Le juge d’instruction fit venir le brigadier de gendarmerie qui entra accompagné d’un des inspecteurs de la brigade mobile. Et, comme M. Rousselain demandait si l’on avait examiné le mur d’enceinte, et, en particulier, du côté des monticules, l’inspecteur répondit :

« De très près, monsieur le Juge d’instruction, et c’est le motif de ma présence.

— Le résultat ?

— C’est qu’au-dessus de la dernière grotte, dans un bosquet de sapins disséminés, un de mes camarades et moi nous avons trouvé une chaise en fer appuyée contre le mur, lequel, à cet endroit, est moins élevé. Le jardinier Antoine, questionné par nous, a répondu que cette chaise en fer, transportée d’un rond-point voisin, ne se trouvait pas là hier dans l’après-midi.

— C’est donc, nota Jean d’Orsacq, qu’on l’y aurait transportée vers la fin du jour. Mais alors, cette chaise n’a pu être utilisée que pour sortir du parc et non pour y entrer ?

— C’est ce que nous nous sommes dit, mon camarade et moi, répliqua l’inspecteur. Aussi, nous avons franchi le mur. Non loin de là passe un chemin vicinal au bout duquel il y a une vieille chaumière habitée par un couple de paysans. Nous les avons interrogés. L’homme a remarqué, hier au soir, au crépuscule, les allées et venues d’une personne qui s’est approchée du mur et qui s’est éloignée. Elle parut faire le guet à quelque distance.

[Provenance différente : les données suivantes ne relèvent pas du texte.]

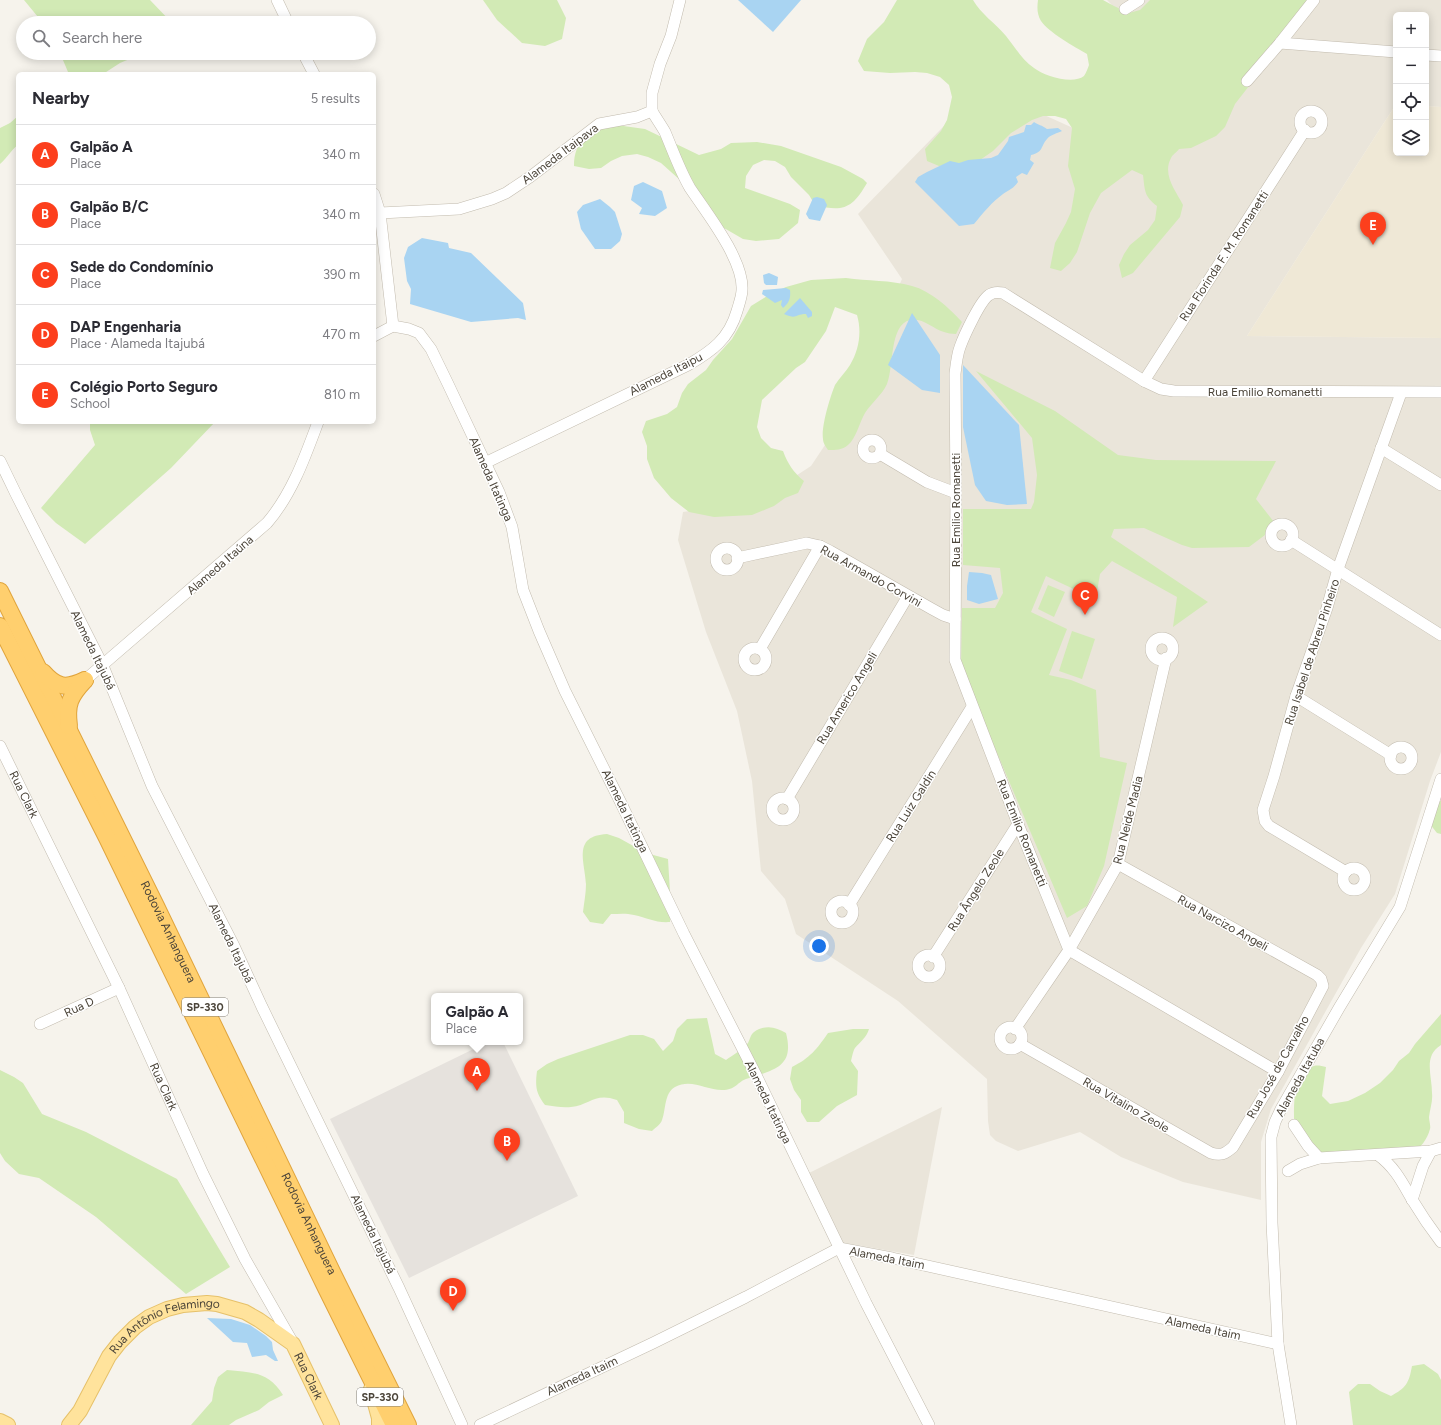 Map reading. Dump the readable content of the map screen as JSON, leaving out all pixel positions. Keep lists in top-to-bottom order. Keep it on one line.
{"streets":{"highway":["Rodovia Anhanguera","SP-330"],"main road":["Rua Clark","Rua Antônio Felamingo"],"street":["Alameda Itaipava","Rua Florinda F. M. Romanetti","Alameda Itaipu","Rua Emilio Romanetti","Alameda Itatinga","Alameda Itaúna","Rua Armando Corvini","Alameda Itajubá","Rua Isabel de Abreu Pinheiro","Rua Americo Angeli","Rua Luiz Galdin","Rua Neide Madia","Rua Ângelo Zeole","Rua Narcizo Angeli","Rua D","Rua José de Carvalho","Alameda Itatuba","Rua Vitalino Zeole","Alameda Itaim"]},"crossings":[["Alameda Itaipava","Alameda Itaipu"],["Rua Florinda F. M. Romanetti","Rua Emilio Romanetti"],["Alameda Itaipu","Alameda Itatinga"],["Rua Emilio Romanetti","Rua Armando Corvini"],["Rua Emilio Romanetti","Rua Isabel de Abreu Pinheiro"],["Rua Emilio Romanetti","Rua Luiz Galdin"],["Rua Emilio Romanetti","Rua Neide Madia"],["Rua Emilio Romanetti","Rua Ângelo Zeole"],["Alameda Itatinga","Alameda Itaim"],["Alameda Itaúna","Alameda Itajubá"],["Rua Armando Corvini","Rua Americo Angeli"],["Rua Clark","Rua D"],["Rua Clark","Rua Antônio Felamingo"],["Rua Neide Madia","Rua Narcizo Angeli"],["Rua Neide Madia","Rua Vitalino Zeole"],["Rua Narcizo Angeli","Rua José de Carvalho"],["Rua José de Carvalho","Rua Vitalino Zeole"],["Alameda Itatuba","Alameda Itaim"]],"page":{"map_buttons":["+","−"],"search":"Search here","heading":["Nearby","5 results"],"list":[{"mark":"A","name":"Galpão A","note":"Place","value":"340 m"},{"mark":"B","name":"Galpão B/C","note":"Place","value":"340 m"},{"mark":"C","name":"Sede do Condomínio","note":"Place","value":"390 m"},{"mark":"D","name":"DAP Engenharia","note":"Place · Alameda Itajubá","value":"470 m"},{"mark":"E","name":"Colégio Porto Seguro","note":"School","value":"810 m"}],"pins":["E","C","A","B","D"],"popup":["Galpão A","Place"]}}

— Une personne ? dit M. Rousselain.

— Oui, une femme. Le paysan n’a pu nous donner son signalement, mais elle lui a semblé de tournure jeune et plutôt élégante. Nous avons battu un moment la campagne, sans rien trouver d’insolite, mais mon camarade est parti faire un tour à la gare qui est à trois kilomètres.

— Il y avait un train, hier soir ?

— Oui, monsieur le Juge d’instruction. Le dernier train s’arrête à 11 h. 35. On arrive à Paris à minuit trois quarts.

Chacun se tut. On réfléchissait à l’incident assez obscur, mais qui, malgré tout, offrait une première piste.

Ce fut d’Orsacq qui rompit le silence.

« Somme toute, dit-il, les événements se présentent ainsi : l’individu qui a pénétré dans le château par la porte basse et qui s’est sauvé par la fenêtre, a rejoint la rivière du côté droit de la pelouse centrale, c’est-à-dire en face de cette tour, a suivi le chemin des grottes, et a gagné le mur au-dessus des monticules où il a rejoint sa complice. Je crois que voilà un point formellement établi.